Why did things fall apart?
"Well, there’s sort of a simple political answer, a very narrow answer I suppose you could make which is that in the first George Bush administration, his chief of staff -- former governor of New Hampshire John Sununu who is an engineer, a Ph.D. -- was very skeptical about the science and he suspected that it was being used by a cabal of folks who wanted to suppress growth and economic advancement and all of that, and he managed to win an internal fight within that White House against action," Nat said. "That’s that’s kind of the most limited possible answer. That piece tells the story of that political conversation."
The story that the Times is running is titled ''Losing Earth: The decade we almost stopped climate change.'' Notice the use of the "we" in the subtitle. Does "we" mean white American policy makers making policy for the entire world, where billions of ''people of color'' in Africa and India and Asia and following non-Christian religions live and raise families? Or does that "we" mean the entire planet of humankind, mankind, womankind. The editors of the Times need to address this issue and hopefully they will after this tempest in a global teapot dies down. If it ever dies down.
''I think the larger answer has to do with how we as a species try to reckon with vast technological problems that will only affect folks decades or generations from now," Nat added, when speaking with a PBS-TV reporter. ''Of course, that’s not the case anymore. But in the early 1980s, that was how the conversation was being constructed. And so I think there’s a kind of larger conversation to be had about why we were so unable to tackle this when we had a great opportunity to do so, and then there’s the more narrow conversation about the inside politics of the matter."
Jake Silverstein, editor of the Sunday magazine which set this issue up in conjunction ace reporter Nat Rich, put is this way in an online advertisement letting readers know that something was brewing at the Times: "Next week's issue of The New York Times Magazine is an unusual one.
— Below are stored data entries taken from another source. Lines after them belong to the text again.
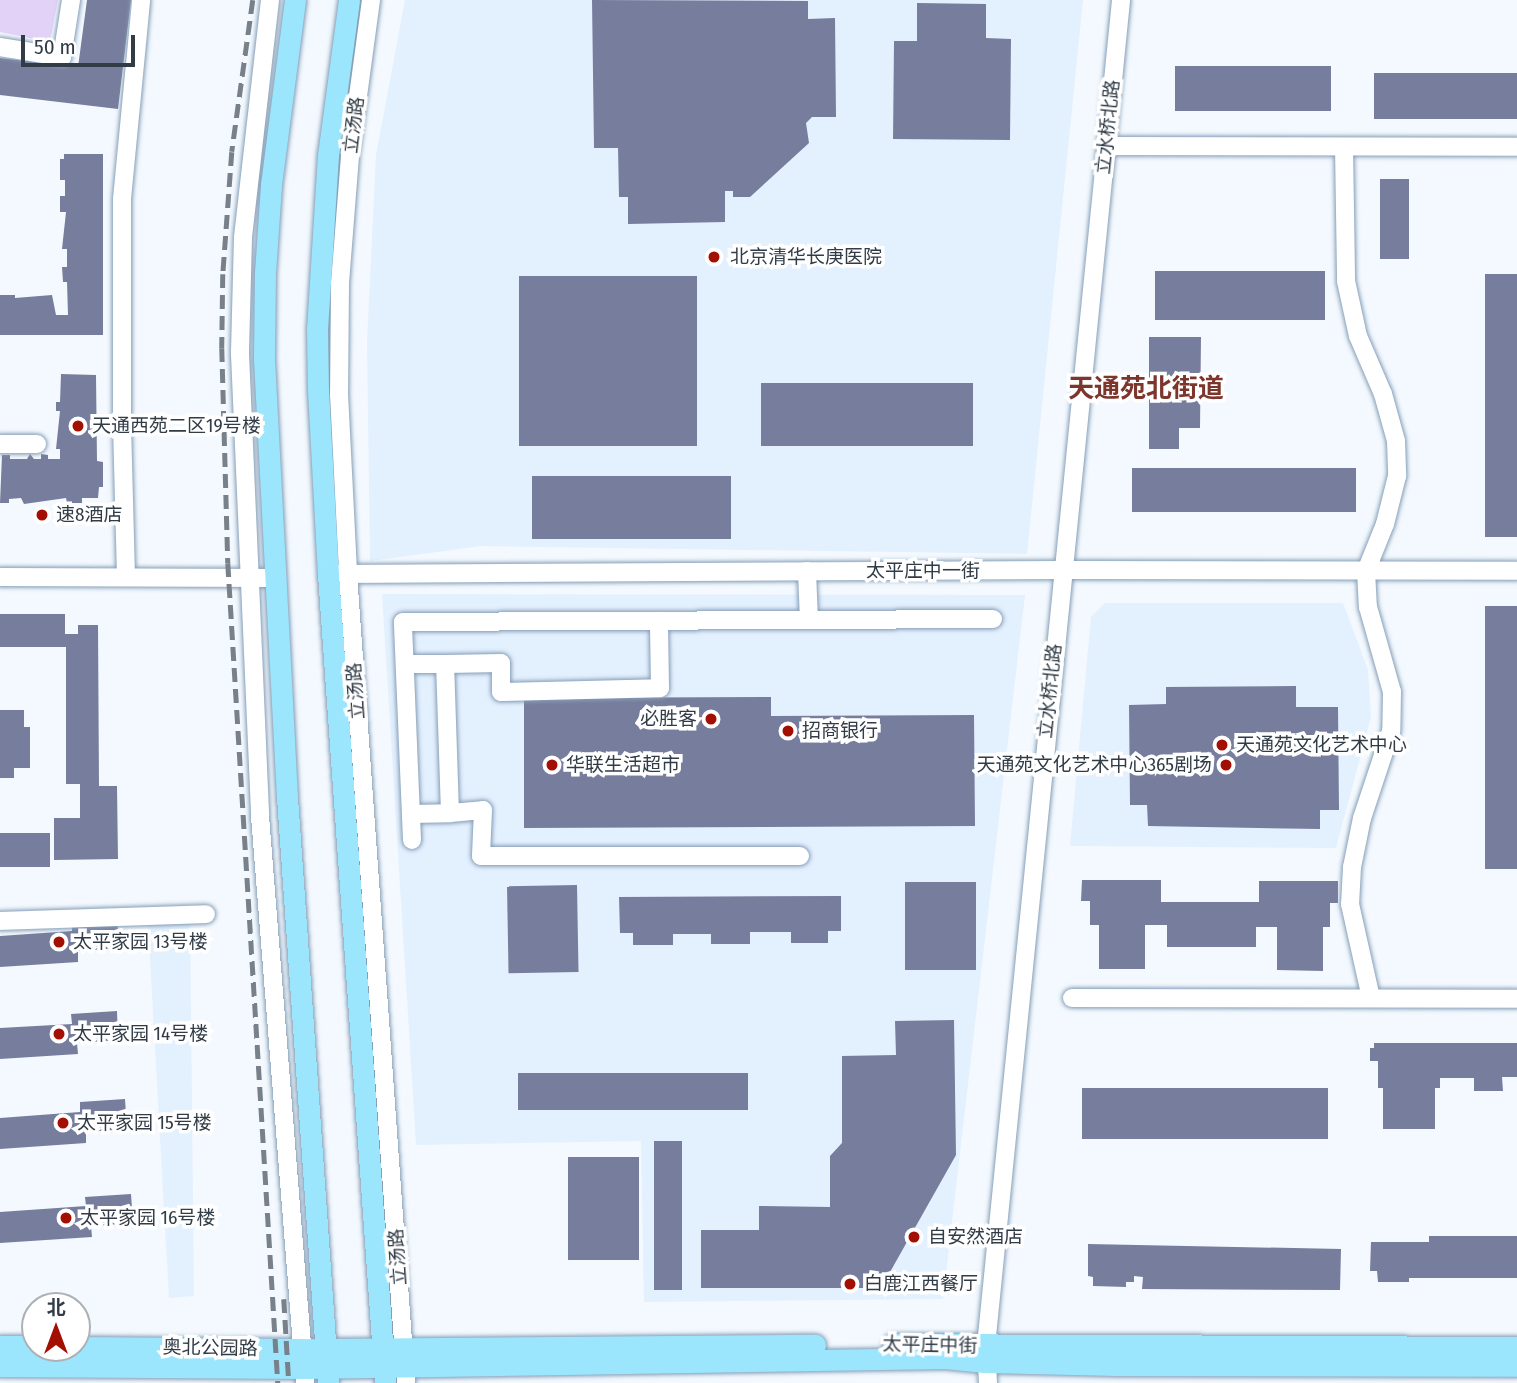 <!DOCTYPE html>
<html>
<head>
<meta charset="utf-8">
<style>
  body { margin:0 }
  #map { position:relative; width:1517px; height:1383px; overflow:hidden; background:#f3f9fe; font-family:"Fira Sans Condensed","Noto Sans SC",sans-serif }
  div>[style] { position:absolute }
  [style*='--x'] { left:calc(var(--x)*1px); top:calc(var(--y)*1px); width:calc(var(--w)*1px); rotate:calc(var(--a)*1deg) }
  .built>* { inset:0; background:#e3f0fe }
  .green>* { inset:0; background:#e3d2f7 }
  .building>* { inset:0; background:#777d9c; transform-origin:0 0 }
  .roads { filter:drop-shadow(0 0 2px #859eb8) drop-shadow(0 0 2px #859eb8) }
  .minor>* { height:18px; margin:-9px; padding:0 9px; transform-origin:9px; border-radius:9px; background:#fff }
  .major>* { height:21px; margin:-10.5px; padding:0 10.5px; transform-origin:10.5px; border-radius:10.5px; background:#9be6fd }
  .rail>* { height:4.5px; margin-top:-2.25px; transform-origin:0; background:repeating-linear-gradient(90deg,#78818a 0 14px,transparent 0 21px) }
  .dots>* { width:19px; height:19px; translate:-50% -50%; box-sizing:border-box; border:4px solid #fff; border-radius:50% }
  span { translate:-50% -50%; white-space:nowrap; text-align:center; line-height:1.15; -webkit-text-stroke:7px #fff; paint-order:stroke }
  .street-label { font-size:19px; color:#313c47 }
  .poi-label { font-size:19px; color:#313c47 }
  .left { translate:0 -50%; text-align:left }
  .right { translate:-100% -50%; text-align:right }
  .district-label { font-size:26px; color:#7c362c; font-weight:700 }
  .north { position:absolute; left:21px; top:1292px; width:70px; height:70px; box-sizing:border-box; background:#fff; border:2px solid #adb1b5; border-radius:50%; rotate:0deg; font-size:19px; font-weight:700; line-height:28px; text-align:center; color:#313c47 }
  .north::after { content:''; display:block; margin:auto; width:24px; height:32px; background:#a40f03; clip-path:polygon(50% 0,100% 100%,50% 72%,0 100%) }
  .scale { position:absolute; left:21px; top:35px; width:114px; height:32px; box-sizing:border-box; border:4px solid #313c47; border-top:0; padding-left:9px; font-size:21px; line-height:24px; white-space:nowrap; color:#313c47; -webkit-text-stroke:5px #fff; paint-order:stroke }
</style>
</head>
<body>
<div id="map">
  <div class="built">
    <i style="clip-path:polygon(405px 0,1083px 0,1027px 554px,481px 546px,370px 561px,367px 342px,376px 155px)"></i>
    <i style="clip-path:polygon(382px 594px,1025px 595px,943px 1299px,644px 1302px,641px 1141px,416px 1145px)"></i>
    <i style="clip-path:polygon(1105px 603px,1343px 603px,1368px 670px,1371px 717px,1336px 848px,1070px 846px,1091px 617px)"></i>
    <i style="clip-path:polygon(148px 923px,190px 923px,194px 1296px,169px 1298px)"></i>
  </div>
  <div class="green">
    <i style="clip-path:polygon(0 0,58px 0,50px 42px,0 32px)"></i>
  </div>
  <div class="building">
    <i style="clip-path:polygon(87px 0,131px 0,118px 109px,0 95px,0 58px,78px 67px)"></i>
    <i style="clip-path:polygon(592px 0,808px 1px,808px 19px,835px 18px,836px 117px,812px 117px,806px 123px,809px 143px,750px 197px,733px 197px,733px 191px,725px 191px,725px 222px,628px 224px,628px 197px,619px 197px,618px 148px,594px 148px)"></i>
    <i style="clip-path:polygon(917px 3px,986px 4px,986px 38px,1011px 39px,1010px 140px,893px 139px,894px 41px,917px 41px)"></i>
    <i style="left:1175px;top:66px;width:156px;height:45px"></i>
    <i style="left:1374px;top:73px;width:143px;height:46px"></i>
    <i style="clip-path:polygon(64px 154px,103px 154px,103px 335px,0 335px,0 295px,15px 295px,15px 298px,52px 295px,56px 315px,68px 315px,67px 282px,63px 282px,62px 267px,67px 267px,67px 249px,62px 249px,66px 212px,60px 212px,60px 196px,65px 196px,65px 180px,60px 180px,60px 159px,64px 159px)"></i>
    <i style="left:1380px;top:179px;width:29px;height:80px"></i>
    <i style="left:1155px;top:271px;width:170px;height:49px"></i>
    <i style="left:1485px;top:274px;width:32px;height:263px"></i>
    <i style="left:519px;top:276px;width:178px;height:170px"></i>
    <i style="clip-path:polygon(1149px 337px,1201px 337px,1200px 428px,1179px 428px,1179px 449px,1149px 449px)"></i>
    <i style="clip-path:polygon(61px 374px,96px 375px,97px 461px,103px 462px,103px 487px,99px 487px,98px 498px,82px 498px,82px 503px,67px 503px,66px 498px,24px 504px,21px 498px,9px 499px,9px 503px,0 503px,2px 455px,10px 455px,10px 459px,27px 459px,30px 454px,34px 459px,41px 459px,41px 454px,48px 455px,48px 459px,60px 459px,60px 449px,56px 449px,60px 411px,56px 411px,56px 402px,60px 402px)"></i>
    <i style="left:761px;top:383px;width:212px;height:63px"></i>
    <i style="left:1132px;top:468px;width:224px;height:44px"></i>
    <i style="left:532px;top:476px;width:199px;height:63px"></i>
    <i style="left:1485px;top:606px;width:32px;height:263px"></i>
    <i style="clip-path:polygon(0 614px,65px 614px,65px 634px,78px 634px,78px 625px,98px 625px,99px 786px,117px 786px,118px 859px,54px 860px,54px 818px,80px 818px,80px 784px,66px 784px,66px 647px,0 647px)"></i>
    <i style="clip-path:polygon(1296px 686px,1296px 707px,1338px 707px,1339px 810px,1320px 810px,1320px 829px,1148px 826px,1147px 805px,1130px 805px,1129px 705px,1166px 704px,1166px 687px)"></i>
    <i style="clip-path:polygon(771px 697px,771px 716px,974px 715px,975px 826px,524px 828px,524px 698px)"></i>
    <i style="clip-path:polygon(0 710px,24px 710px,24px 727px,30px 727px,30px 768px,14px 768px,14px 778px,0 778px)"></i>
    <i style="left:50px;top:833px;width:34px;height:50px;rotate:90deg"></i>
    <i style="clip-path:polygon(1082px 880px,1161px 880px,1161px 902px,1259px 902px,1259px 881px,1338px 881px,1338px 903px,1330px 903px,1330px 927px,1323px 927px,1323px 971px,1277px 970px,1277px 927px,1256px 927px,1256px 947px,1167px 947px,1167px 925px,1145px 925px,1145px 969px,1099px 969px,1099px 925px,1090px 925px,1090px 901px,1081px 901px)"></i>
    <i style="left:905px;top:882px;width:71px;height:88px"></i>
    <i style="left:577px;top:885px;width:87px;height:70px;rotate:89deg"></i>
    <i style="clip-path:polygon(841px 896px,841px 931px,828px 931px,828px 943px,791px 943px,791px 932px,750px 932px,750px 944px,711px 944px,711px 934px,673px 934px,673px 945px,633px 945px,633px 933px,620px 933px,619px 897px)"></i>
    <i style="clip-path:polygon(117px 918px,119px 948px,78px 951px,78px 962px,0 967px,0 936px,72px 931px,72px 922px)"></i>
    <i style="clip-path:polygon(117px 1011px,118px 1040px,77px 1043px,78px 1054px,0 1059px,0 1028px,72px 1024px,71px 1014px)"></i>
    <i style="clip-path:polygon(954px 1020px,956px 1155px,881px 1288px,701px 1288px,701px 1230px,759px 1230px,759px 1206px,830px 1207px,830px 1156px,842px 1143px,842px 1056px,896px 1055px,895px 1021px)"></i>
    <i style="clip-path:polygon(1374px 1043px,1517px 1043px,1517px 1077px,1502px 1077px,1503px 1091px,1474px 1091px,1474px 1078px,1440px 1078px,1440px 1088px,1435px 1088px,1435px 1129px,1383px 1129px,1383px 1088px,1378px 1088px,1378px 1061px,1370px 1061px,1370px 1048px,1374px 1048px)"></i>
    <i style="left:518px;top:1073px;width:230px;height:37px"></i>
    <i style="left:1328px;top:1088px;width:51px;height:246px;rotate:90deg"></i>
    <i style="clip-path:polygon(125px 1099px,127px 1129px,86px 1132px,86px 1143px,0 1149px,0 1118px,80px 1112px,80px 1102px)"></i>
    <i style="left:654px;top:1141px;width:28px;height:149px"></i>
    <i style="left:568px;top:1157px;width:71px;height:103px"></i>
    <i style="clip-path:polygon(131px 1194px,133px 1223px,91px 1226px,92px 1237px,0 1243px,0 1212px,86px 1206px,85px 1197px)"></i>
    <i style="clip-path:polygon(1429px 1236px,1517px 1236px,1517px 1278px,1409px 1278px,1409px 1282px,1378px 1282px,1377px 1271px,1370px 1271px,1371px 1242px,1429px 1242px)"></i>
    <i style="clip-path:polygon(1088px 1244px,1341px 1249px,1340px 1290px,1142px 1289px,1143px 1277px,1134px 1276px,1134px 1282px,1126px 1282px,1126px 1287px,1093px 1286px,1093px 1277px,1088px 1276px)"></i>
  </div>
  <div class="roads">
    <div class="minor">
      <i style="--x:270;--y:0;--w:239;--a:96.5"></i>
      <i style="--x:243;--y:237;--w:117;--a:91.5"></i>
      <i style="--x:240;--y:354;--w:462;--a:87.5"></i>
      <i style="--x:260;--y:816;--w:569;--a:85.46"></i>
      <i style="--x:371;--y:0;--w:157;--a:97.7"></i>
      <i style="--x:350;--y:156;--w:128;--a:94.5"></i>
      <i style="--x:340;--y:284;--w:110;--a:90.5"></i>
      <i style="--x:339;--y:394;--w:180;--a:87.1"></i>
      <i style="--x:348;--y:574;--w:811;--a:85.9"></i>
      <i style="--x:0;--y:47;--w:63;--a:9.2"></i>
      <i style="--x:62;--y:57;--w:58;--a:-81"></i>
      <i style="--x:1106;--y:146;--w:411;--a:0.1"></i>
      <i style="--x:1344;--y:147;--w:134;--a:89.1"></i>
      <i style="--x:1346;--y:281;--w:56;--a:77.7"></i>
      <i style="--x:1358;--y:336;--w:63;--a:66.7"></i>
      <i style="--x:1383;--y:394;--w:49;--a:74.5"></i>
      <i style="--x:1396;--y:441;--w:35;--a:88"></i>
      <i style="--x:1397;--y:476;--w:49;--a:104"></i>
      <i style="--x:1385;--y:524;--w:51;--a:112"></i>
      <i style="--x:1366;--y:571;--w:36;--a:87"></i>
      <i style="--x:1368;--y:607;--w:88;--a:74.2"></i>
      <i style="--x:1392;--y:692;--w:39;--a:91"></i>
      <i style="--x:1391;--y:731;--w:92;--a:108.4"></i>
      <i style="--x:1362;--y:818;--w:50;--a:101.5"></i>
      <i style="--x:1352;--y:867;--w:37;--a:93"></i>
      <i style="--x:1350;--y:904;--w:96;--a:77.4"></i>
      <i style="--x:0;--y:444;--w:37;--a:0"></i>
      <i style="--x:807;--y:571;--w:49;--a:87.7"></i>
      <i style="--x:339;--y:574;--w:722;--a:-0.32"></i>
      <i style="--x:1061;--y:570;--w:456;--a:0.1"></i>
      <i style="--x:0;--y:577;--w:273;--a:0.2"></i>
      <i style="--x:126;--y:577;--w:157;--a:-91.5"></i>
      <i style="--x:122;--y:420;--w:221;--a:-90"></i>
      <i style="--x:122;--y:199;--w:200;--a:-84.5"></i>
      <i style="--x:405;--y:664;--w:40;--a:0"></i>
      <i style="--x:450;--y:813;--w:33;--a:-5"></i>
      <i style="--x:483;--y:810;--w:46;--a:92.5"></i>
      <i style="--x:481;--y:856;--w:319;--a:0"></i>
      <i style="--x:411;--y:814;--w:39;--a:-1"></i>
      <i style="--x:450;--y:813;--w:149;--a:-91.9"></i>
      <i style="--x:445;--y:664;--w:56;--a:-1"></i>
      <i style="--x:501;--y:663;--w:29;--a:90"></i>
      <i style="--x:501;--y:692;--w:159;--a:-1.4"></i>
      <i style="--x:660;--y:688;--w:67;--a:-90.9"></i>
      <i style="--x:412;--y:840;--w:218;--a:-92.4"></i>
      <i style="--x:403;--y:622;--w:590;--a:-0.29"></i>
      <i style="--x:0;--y:921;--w:206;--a:-1.9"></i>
      <i style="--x:1072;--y:998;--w:445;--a:0.1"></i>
      <i style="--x:988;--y:1383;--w:37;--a:-93"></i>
      <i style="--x:986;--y:1346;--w:1353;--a:-84.27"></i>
    </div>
    <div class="major">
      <i style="--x:295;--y:0;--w:187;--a:97.4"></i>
      <i style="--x:271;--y:185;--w:87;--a:93.9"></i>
      <i style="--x:265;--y:272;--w:87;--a:90.7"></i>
      <i style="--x:264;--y:359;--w:439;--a:87"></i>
      <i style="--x:287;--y:797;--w:587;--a:86"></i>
      <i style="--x:349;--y:0;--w:156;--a:97.7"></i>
      <i style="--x:328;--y:155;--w:173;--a:93.6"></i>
      <i style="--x:317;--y:328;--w:62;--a:89.1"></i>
      <i style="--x:318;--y:390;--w:184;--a:86.9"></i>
      <i style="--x:328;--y:574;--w:811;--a:85.97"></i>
      <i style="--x:893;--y:1344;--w:624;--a:0.28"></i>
      <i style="--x:0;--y:1346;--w:35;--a:0"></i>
      <i style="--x:77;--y:1347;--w:248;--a:0.5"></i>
      <i style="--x:325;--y:1349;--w:490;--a:-0.5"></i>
      <i style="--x:0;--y:1366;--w:304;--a:0.4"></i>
      <i style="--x:304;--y:1368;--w:641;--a:-0.89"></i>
      <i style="--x:945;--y:1358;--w:40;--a:5.7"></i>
      <i style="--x:985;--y:1362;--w:131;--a:1.3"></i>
      <i style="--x:1116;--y:1365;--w:401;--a:0.1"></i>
    </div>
  </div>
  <div class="rail">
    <i style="--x:253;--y:0;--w:153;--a:97.9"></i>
    <i style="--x:232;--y:152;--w:122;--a:94.2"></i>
    <i style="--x:223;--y:274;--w:74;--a:90.8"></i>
    <i style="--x:222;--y:348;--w:215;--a:88.4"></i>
    <i style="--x:228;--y:563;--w:822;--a:86.51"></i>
    <i style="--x:284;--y:1299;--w:84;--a:86.6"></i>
  </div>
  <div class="dots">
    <i style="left:714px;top:257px;background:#a40f03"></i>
    <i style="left:78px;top:426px;background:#a40f03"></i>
    <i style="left:42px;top:515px;background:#a40f03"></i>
    <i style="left:711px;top:719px;background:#a40f03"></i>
    <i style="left:788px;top:731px;background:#a40f03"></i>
    <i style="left:1222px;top:745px;background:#a40f03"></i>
    <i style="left:552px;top:765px;background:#a40f03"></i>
    <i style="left:1226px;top:765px;background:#a40f03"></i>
    <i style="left:59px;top:942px;background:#a40f03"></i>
    <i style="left:59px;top:1034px;background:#a40f03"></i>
    <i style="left:63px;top:1123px;background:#a40f03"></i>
    <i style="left:66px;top:1218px;background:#a40f03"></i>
    <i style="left:914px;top:1237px;background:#a40f03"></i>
    <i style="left:850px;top:1284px;background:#a40f03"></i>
  </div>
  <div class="street-label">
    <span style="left:354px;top:125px;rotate:-83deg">立汤路</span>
    <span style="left:1108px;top:127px;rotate:-84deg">立水桥北路</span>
    <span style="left:923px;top:571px">太平庄中一街</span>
    <span style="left:356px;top:691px;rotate:-94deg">立汤路</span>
    <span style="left:1050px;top:691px;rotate:-84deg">立水桥北路</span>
    <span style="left:398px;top:1257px;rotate:-94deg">立汤路</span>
    <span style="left:930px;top:1345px;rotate:1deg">太平庄中街</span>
    <span style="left:210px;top:1348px;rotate:1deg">奥北公园路</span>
  </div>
  <div class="poi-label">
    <span class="left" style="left:730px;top:257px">北京清华长庚医院</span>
    <span class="left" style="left:92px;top:426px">天通西苑二区19号楼</span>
    <span class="left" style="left:56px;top:515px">速8酒店</span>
    <span class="right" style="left:697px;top:719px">必胜客</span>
    <span class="left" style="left:802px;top:731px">招商银行</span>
    <span class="left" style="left:1236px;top:745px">天通苑文化艺术中心</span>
    <span class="left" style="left:566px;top:765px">华联生活超市</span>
    <span class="right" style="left:1212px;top:765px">天通苑文化艺术中心365剧场</span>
    <span class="left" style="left:73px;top:942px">太平家园 13号楼</span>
    <span class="left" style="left:73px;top:1034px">太平家园 14号楼</span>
    <span class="left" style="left:77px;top:1123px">太平家园 15号楼</span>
    <span class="left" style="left:80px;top:1218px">太平家园 16号楼</span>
    <span class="left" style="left:928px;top:1237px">自安然酒店</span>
    <span class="left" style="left:864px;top:1284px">白鹿江西餐厅</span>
  </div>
  <div class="district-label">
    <span style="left:1146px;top:389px">天通苑北街道</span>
  </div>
  <div class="north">北</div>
  <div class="scale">50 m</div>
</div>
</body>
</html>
It's dedicated to a single long story, by writer-at-large Nat Rich, about the ten-year period from 1979 to 1989, the decisive decade when humanity settled the science of gteenhouse gases and came surprisingly close to finding a solution. The world was ready to act. But 'we' failed to do what was necessary to avoid a catastrophe. Nat's story is a gripping narrative that reads like a historical whodunit.''
Again with the "we." Who is this "we"? Is America and the Times trying to say that only Americans can save the planet and that only the U.S. government can solve the problems we face. Not the scientists or politicians of Australia or Britain or Germany or Norway or South Africa or Japan or China? Just leave it to white American policy makers to serve as "saviors" of the entire planet, just as Jesus is said to be the ''savior/messiah'' of all mankind? Is the New York Times asleep the wheel again?
Accompanied by a series of stunning photos from around the world by George Steinmetz, “Losing Earth” will forever alter the way you see the world, the Times wants readers to believe. But it's not true. The Times story will merely serve to provoke more arguments and more scientific forums and more government meetings and Congressional hearings? Under the administration of Donald Trump, "we" are in for one wild ride. Hold on!